Higher standards needed to quell storm damage
This week’s flooding on Cape Breton Island exposed deficiencies in Nova Scotia’s Department of Environment (DOE) that leaves taxpayers on the hook for the millions of dollars in repair bills.
According to the Nova Scotia Watercourse Standards Guide Lines (available online), culverts and bridges should be built to withstand what has been described a hundred year storm.
We haven’t had a hundred year storm but major storm damage continues to happen province wide and of which political party is in power.
It amazes me that common sense is not being used. You can watch crews replace a culvert that was washed out with the same sized pipe even though a larger one is needed to handle the flow.

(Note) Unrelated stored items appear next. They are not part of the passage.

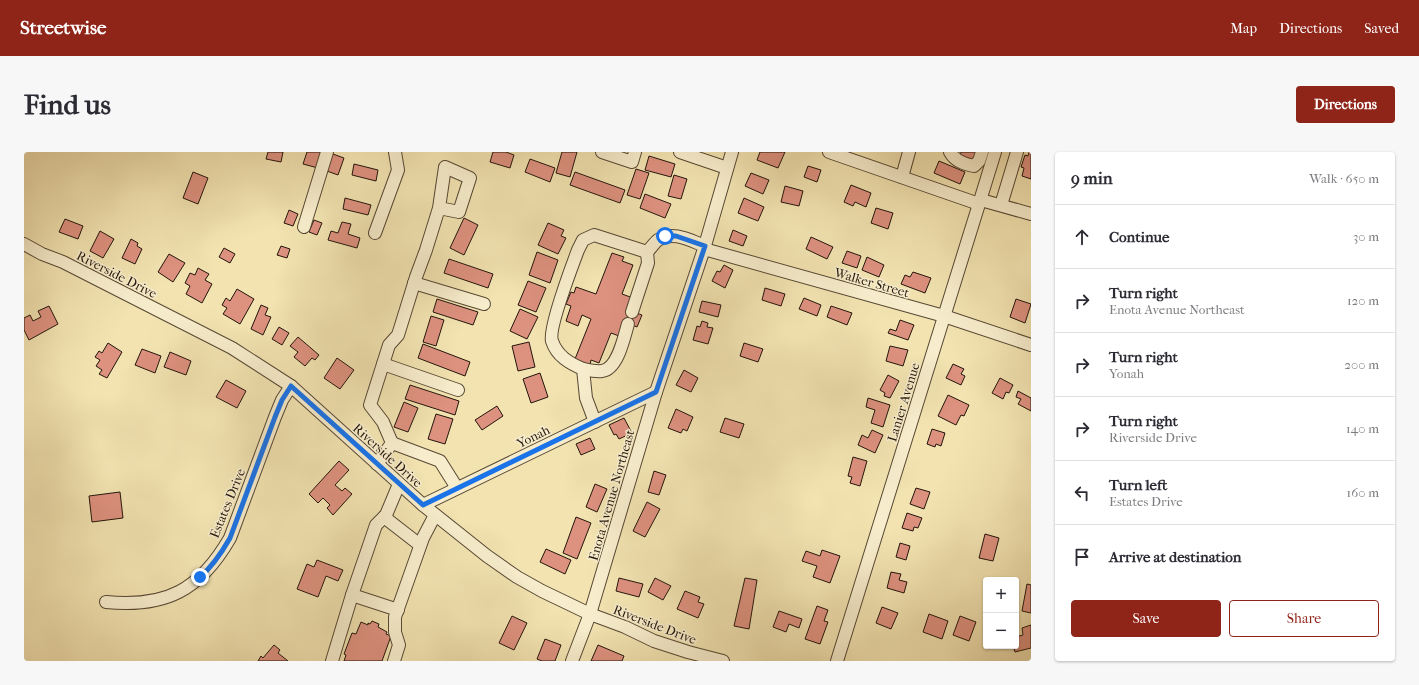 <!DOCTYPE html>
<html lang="en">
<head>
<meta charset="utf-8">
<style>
  :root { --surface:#fff; --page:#f7f7f7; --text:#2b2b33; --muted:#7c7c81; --line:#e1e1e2; --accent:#8f2418 }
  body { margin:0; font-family:"IM FELL French Canon",serif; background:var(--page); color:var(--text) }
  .controls { position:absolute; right:12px; bottom:12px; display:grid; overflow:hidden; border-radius:4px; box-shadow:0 1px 3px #0004 }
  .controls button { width:36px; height:36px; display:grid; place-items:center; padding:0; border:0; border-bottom:1px solid var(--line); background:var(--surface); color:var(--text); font:20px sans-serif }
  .stop { position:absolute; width:12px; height:12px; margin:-9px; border:3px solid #1a73e8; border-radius:50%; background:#fff }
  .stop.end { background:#1a73e8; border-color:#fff; box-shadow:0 1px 4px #0008 }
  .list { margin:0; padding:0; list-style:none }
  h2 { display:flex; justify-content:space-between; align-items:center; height:52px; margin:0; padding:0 16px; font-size:17px }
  h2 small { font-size:13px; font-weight:400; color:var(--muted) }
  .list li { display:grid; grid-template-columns:26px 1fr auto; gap:12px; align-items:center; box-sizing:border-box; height:64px; padding:0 16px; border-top:1px solid var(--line) }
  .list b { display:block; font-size:15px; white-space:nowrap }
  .list p { margin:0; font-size:13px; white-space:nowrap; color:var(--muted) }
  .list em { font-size:13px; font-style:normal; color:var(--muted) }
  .actions { display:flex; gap:8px; padding:12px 16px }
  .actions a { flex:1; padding:9px 0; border:1px solid var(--accent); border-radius:4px; text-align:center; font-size:14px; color:var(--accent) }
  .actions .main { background:var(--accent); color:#fff }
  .icon { flex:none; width:22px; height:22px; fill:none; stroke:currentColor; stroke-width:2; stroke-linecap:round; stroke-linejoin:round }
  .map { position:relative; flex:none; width:1007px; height:509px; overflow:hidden; border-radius:4px }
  header { display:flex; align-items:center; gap:24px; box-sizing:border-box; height:56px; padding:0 20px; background:var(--accent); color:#fff }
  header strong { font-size:19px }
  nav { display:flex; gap:22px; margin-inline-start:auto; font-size:14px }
  .intro { display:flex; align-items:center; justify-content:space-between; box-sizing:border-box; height:96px; padding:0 24px }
  h1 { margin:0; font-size:28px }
  .button { padding:10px 18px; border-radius:4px; background:var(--accent); color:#fff; font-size:14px; font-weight:700 }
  main { display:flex; gap:24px; padding:0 24px }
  aside { flex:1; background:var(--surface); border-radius:4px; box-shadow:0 1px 3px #0004 }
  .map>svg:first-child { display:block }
  .building { fill:#dd917f; stroke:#23150b }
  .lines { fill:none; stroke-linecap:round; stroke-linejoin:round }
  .minor-casing { stroke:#574834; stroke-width:14 }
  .minor { stroke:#f7edcc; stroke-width:12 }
  .route { stroke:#1a73e8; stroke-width:5 }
  .labels { text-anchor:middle; stroke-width:3; stroke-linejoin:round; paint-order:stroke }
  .street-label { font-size:13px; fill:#23150b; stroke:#f7edcc }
</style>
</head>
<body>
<header>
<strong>Streetwise</strong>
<nav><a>Map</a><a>Directions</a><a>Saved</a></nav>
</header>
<div class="intro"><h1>Find us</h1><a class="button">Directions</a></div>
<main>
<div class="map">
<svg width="1007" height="509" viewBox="0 0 1007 509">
  <rect width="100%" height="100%" fill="#f2e3b1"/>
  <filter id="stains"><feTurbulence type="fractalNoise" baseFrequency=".005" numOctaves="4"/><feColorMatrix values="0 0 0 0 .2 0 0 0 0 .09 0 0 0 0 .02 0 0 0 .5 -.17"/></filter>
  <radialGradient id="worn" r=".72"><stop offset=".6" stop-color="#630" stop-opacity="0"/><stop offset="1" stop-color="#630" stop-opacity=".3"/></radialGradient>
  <g class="building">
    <polygon points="244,0 259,0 257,10 242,7"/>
    <polygon points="283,0 298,0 294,16 279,12"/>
    <polygon points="469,0 482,0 490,3 486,16 466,10"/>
    <polygon points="538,0 553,0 546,25 532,21"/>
    <polygon points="736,0 761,0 754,16 733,8"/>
    <polygon points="937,0 955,0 952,11 935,6"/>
    <polygon points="1005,0 1007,0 1007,27 998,24 1000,16 997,15 1001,3 1004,4"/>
    <polygon points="306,1 320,6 314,23 300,18"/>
    <polygon points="625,4 651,12 647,25 621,18"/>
    <polygon points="506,7 531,16 526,30 501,20"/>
    <polygon points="915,9 941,20 936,32 910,21"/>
    <polygon points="330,12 354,18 352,29 328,23"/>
    <polygon points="784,14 797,18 793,30 780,25"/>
    <polygon points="612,17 625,21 616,47 603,43"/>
    <polygon points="169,20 184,26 174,52 159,46"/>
    <polygon points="551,20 601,38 596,51 546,33"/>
    <polygon points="727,21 745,28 739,42 721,34"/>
    <polygon points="650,23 663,27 657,47 644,44"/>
    <polygon points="827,33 847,41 842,55 831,50 829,54 820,50"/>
    <polygon points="761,34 779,39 775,54 757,50"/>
    <polygon points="621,42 647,52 641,66 616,56"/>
    <polygon points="321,46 347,53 344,63 319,57"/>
    <polygon points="720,46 740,55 734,69 714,61"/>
    <polygon points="852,56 869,61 864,77 847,71"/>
    <polygon points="265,58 274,62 269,74 260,71"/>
    <polygon points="440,66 454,73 440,103 426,96"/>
    <polygon points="41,67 59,74 54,87 35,80"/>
    <polygon points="290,68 298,71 293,83 285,80"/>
    <polygon points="318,70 327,72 324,82 336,86 333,96 304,88 307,79 314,81"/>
    <polygon points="524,71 540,78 537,84 542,86 534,102 514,93"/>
    <polygon points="709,78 723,84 719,94 705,89"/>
    <polygon points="76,79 90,87 79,106 66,99"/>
    <polygon points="787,85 809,95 803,107 782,97"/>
    <polygon points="107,87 114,91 113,94 118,97 111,112 98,106"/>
    <polygon points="257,94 266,97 263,106 253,103"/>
    <polygon points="200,96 211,102 206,111 195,105"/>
    <polygon points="823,99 837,104 833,116 818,111"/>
    <polygon points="513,100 534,108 526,131 505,123"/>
    <polygon points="588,101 600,105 598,109 609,113 598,142 609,146 604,158 618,163 613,175 601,170 595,184 587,181 575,211 567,208 566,213 551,207 567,167 558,163 554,174 542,169 547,154 542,152 547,140 550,141 552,135 572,142"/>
    <polygon points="145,102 161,111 149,130 134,120"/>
    <polygon points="843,105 860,113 855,125 838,118"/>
    <polygon points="425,107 469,122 464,136 420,121"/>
    <polygon points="700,113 709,118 701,136 688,129 693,119 696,120"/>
    <polygon points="174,116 185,122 181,128 188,132 178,151 162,142 166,134 161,131 166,121 171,123"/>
    <polygon points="889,120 907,126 901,141 877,132 881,123 886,125"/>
    <polygon points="504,129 522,136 512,160 494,153"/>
    <polygon points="741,136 761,142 757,154 738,148"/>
    <polygon points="213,137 230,147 216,172 199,162 203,156 198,153 202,146 206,149"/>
    <polygon points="780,146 797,153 793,164 775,157"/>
    <polygon points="413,147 454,160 449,173 409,160"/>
    <polygon points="992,147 1007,152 1001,171 986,165"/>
    <polygon points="678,149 697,153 694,165 675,160"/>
    <polygon points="237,153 244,156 241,163 247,165 239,183 227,177"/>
    <polygon points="25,154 34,172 5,188 0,178 0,166 6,163 9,169 17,165 14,159"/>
    <polygon points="807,154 828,161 823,173 803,165"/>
    <polygon points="496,157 514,165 503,187 486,179"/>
    <polygon points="407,164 420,168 412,194 399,190"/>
    <polygon points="876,168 890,173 884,188 864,181 866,177 872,179"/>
    <polygon points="678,169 684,171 683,175 689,176 684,192 669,188 673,174 676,175"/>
    <polygon points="255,175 265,181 258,193 248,187"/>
    <polygon points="274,185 295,203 291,208 288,206 281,214 270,205 274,200 266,194"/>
    <polygon points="505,190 511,215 494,219 488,194"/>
    <polygon points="84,191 98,200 83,226 75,222 78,218 72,214 76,208 71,205 75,199 78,201"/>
    <polygon points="720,191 739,197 734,210 716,204"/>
    <polygon points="399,192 446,210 441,224 394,206"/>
    <polygon points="866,194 884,198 879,214 862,209"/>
    <polygon points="118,197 137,204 131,221 111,213"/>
    <polygon points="146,200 167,209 162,223 140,215"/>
    <polygon points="313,206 330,218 316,237 300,226"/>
    <polygon points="929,212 940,217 937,222 941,224 937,233 922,226"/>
    <polygon points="660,218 674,226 667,240 652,233"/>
    <polygon points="516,221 524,245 507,251 499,227"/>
    <polygon points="864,223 875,229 866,246 860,244 861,241 856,238"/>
    <polygon points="976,226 989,233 985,241 982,240 979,247 968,241"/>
    <polygon points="202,228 222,239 213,256 192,245"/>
    <polygon points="386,233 435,249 431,263 381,247"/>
    <polygon points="994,239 1007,246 1007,259 994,252 997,247 992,245"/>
    <polygon points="924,243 945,253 940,264 937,263 932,273 914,264"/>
    <polygon points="844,246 866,253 859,275 847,271 851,258 842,255"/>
    <polygon points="380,250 394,256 384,280 370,275"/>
    <polygon points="473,254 479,264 458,278 451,268"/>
    <polygon points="652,257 669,265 663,279 659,277 657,281 644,276"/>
    <polygon points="412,262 429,267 421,292 404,287"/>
    <polygon points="600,266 608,281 595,287 592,282 590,283 585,273"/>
    <polygon points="701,266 720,272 715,286 696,280"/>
    <polygon points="908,277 921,281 917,294 912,292 911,295 903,292"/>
    <polygon points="848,278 859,283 851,301 834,293 838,283 844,286"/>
    <polygon points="566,286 571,297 557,303 552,292"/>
    <polygon points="829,305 843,309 836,334 826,331 828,325 824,324"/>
    <polygon points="315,309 325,318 311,333 318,339 321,336 328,342 309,363 303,356 306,353 299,346 294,351 285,342"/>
    <polygon points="630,319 642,323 635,343 624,340"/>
    <polygon points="571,332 583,337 573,360 562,355"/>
    <polygon points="892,336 906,340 900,357 886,352"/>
    <polygon points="96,340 99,366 68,370 65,344"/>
    <polygon points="623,350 636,357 621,385 609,379"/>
    <polygon points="883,361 898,366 894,376 890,375 889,379 878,376"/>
    <polygon points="552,365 567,371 553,407 539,401"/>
    <polygon points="961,382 975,386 969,409 955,406"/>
    <polygon points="876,391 886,394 882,408 872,405"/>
    <polygon points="522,397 547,408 541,422 516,410"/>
    <polygon points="798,398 816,404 806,431 789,425 793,414 778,409 782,399 796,404"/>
    <polygon points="293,408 319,418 314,429 302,424 294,445 273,437 283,412 290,415"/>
    <polygon points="867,420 877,422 875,428 883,430 880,441 863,436"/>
    <polygon points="595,426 619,432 615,445 592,439"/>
    <polygon points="631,426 647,434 639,448 624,440"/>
    <polygon points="721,426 733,428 725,477 710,474"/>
    <polygon points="1003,432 1007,433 1007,461 998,459"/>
    <polygon points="661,439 676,445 674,450 680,452 674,466 653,457"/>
    <polygon points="793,454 804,458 800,469 804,470 796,492 781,487"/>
    <polygon points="858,455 874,461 867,477 852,471"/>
    <polygon points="755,459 778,467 775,476 765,472 762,480 749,475"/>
    <polygon points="905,462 924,469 918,487 899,480"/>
    <polygon points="488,464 503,471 490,498 475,491"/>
    <polygon points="936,464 952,470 945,489 929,483"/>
    <polygon points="348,469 355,472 354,475 363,480 362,482 367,484 358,509 320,509 322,503 320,502 328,481 332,482 337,470 344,473 344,471 346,472"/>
    <polygon points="1007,473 1007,496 991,500 989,494 992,494 992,485 999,483 998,476"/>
    <polygon points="521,487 537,493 531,509 518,509 513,507"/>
    <polygon points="250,493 256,498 254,501 264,509 234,509 237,504 239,506"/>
    <polygon points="574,493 600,504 598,509 567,509"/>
  </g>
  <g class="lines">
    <defs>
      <g id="minor">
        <polyline points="578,0 608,10 611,0"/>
        <polyline points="656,0 703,16"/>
        <polyline points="805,0 955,52"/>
        <path d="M926 0C931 9 940 12 950 14L955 9 958 0"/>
        <polyline points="878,25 885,0"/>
        <polyline points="957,48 1007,62"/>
        <polyline points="977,53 993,0"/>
        <polyline points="280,75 303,0"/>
        <polyline points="351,81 374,18 371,0"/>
        <polyline points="0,92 18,102 39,110 208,196 267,234 399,353 463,404 493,425 518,439 566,462 601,475 630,489 664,500 699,509"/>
        <polyline points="680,97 920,164 1007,193"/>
        <polyline points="390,131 460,152"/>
        <polyline points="608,160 624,111 623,100"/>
        <polyline points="359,212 434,238"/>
        <path d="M559 217C564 218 572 220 578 219 594 217 600 185 604 172"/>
        <path d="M571 270 562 246 559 217C545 211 533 204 528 189 524 177 548 114 554 98L559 88 570 83 623 100C627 96 630 91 634 88 649 78 667 89 681 94"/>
        <polyline points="368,291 416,309 433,336"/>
        <polyline points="353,312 368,291 359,270 346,253 365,193 374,183 392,125 402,98 415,56 421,15 446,26 435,60 415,56"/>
        <polyline points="399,353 632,240"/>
        <polyline points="360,365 396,393"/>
        <polyline points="328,443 374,458"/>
        <path d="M82 450C142 456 176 438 206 386L251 265 258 248 267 234"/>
        <polyline points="308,509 328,443 352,373 362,363 375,332"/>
        <polyline points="370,509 375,493 371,480 371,465 399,386 411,363"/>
        <polyline points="548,509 566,462 632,240 680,97 708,0"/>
        <polyline points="813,509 955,52 971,0"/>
      </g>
    </defs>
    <use href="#minor" class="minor-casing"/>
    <use href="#minor" class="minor"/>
  </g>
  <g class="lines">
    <path class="route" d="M176 425C189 414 198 400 206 386L251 265 258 248 267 234 399 353 632 240 681 94 652 84H641"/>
  </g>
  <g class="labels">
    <g class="street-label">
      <text transform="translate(93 122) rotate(27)" y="5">Riverside Drive</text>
      <text transform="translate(848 130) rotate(16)" y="5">Walker Street</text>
      <text transform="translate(879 250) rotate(-73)" y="5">Lanier Avenue</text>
      <text transform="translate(509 284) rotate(-26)" y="5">Yonah</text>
      <text transform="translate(364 303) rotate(42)" y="5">Riverside Drive</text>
      <text transform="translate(587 343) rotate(-74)" y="5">Enota Avenue Northeast</text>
      <text transform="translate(203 351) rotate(-68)" y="5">Estates Drive</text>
      <text transform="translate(631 472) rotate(21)" y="5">Riverside Drive</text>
    </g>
  </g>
  <rect width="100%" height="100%" filter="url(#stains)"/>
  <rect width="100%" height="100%" fill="url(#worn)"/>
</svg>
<div class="controls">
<button>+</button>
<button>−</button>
</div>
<div class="stop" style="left:641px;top:84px"></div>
<div class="stop end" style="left:176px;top:425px"></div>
</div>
<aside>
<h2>9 min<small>Walk · 650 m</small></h2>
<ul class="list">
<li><svg class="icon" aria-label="ahead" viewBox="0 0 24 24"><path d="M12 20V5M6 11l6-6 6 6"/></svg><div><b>Continue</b></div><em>30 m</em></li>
<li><svg class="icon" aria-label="right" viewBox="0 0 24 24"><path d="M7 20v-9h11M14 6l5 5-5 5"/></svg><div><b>Turn right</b><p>Enota Avenue Northeast</p></div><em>120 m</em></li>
<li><svg class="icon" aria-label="right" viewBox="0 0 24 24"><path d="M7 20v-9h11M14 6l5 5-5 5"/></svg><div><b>Turn right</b><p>Yonah</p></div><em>200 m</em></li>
<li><svg class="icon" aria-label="right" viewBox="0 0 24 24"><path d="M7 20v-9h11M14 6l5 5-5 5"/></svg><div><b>Turn right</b><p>Riverside Drive</p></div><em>140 m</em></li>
<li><svg class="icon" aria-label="left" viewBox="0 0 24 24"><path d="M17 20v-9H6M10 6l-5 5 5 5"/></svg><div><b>Turn left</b><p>Estates Drive</p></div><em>160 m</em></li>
<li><svg class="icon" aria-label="arrive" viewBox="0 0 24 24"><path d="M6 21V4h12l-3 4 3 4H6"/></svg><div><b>Arrive at destination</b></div></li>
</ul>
<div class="actions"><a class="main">Save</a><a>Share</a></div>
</aside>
</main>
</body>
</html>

Perhaps there is a huge deficiency in training and expertise when the DOE is unable to calculate the proper size, placement, etc., of these structures to withstand a hundred year storm. Clearly more post-secondary education is needed. Engineering technologists or hydrologists are the only qualified people able to do the complicated calculations and design of these structures. Instead, the province promotes a three-to-five day course that it helped design.
The weather is not the problem. It is the approved structures’ inability to handle the flows. Why is there no accountability when debris that builds up at culverts and bridges and beaver dams is not removed? Drive up to Middle River at the Gold Brook bridge to see this amply demonstrated. Is there no common sense that tells them on-going maintenance is required? The old adage “A stitch in time saves nine” is still true today.
As taxpayers we must get this message across loud and clear. It’s about time we stopped meekly accepting their excuse that the weather is the problem.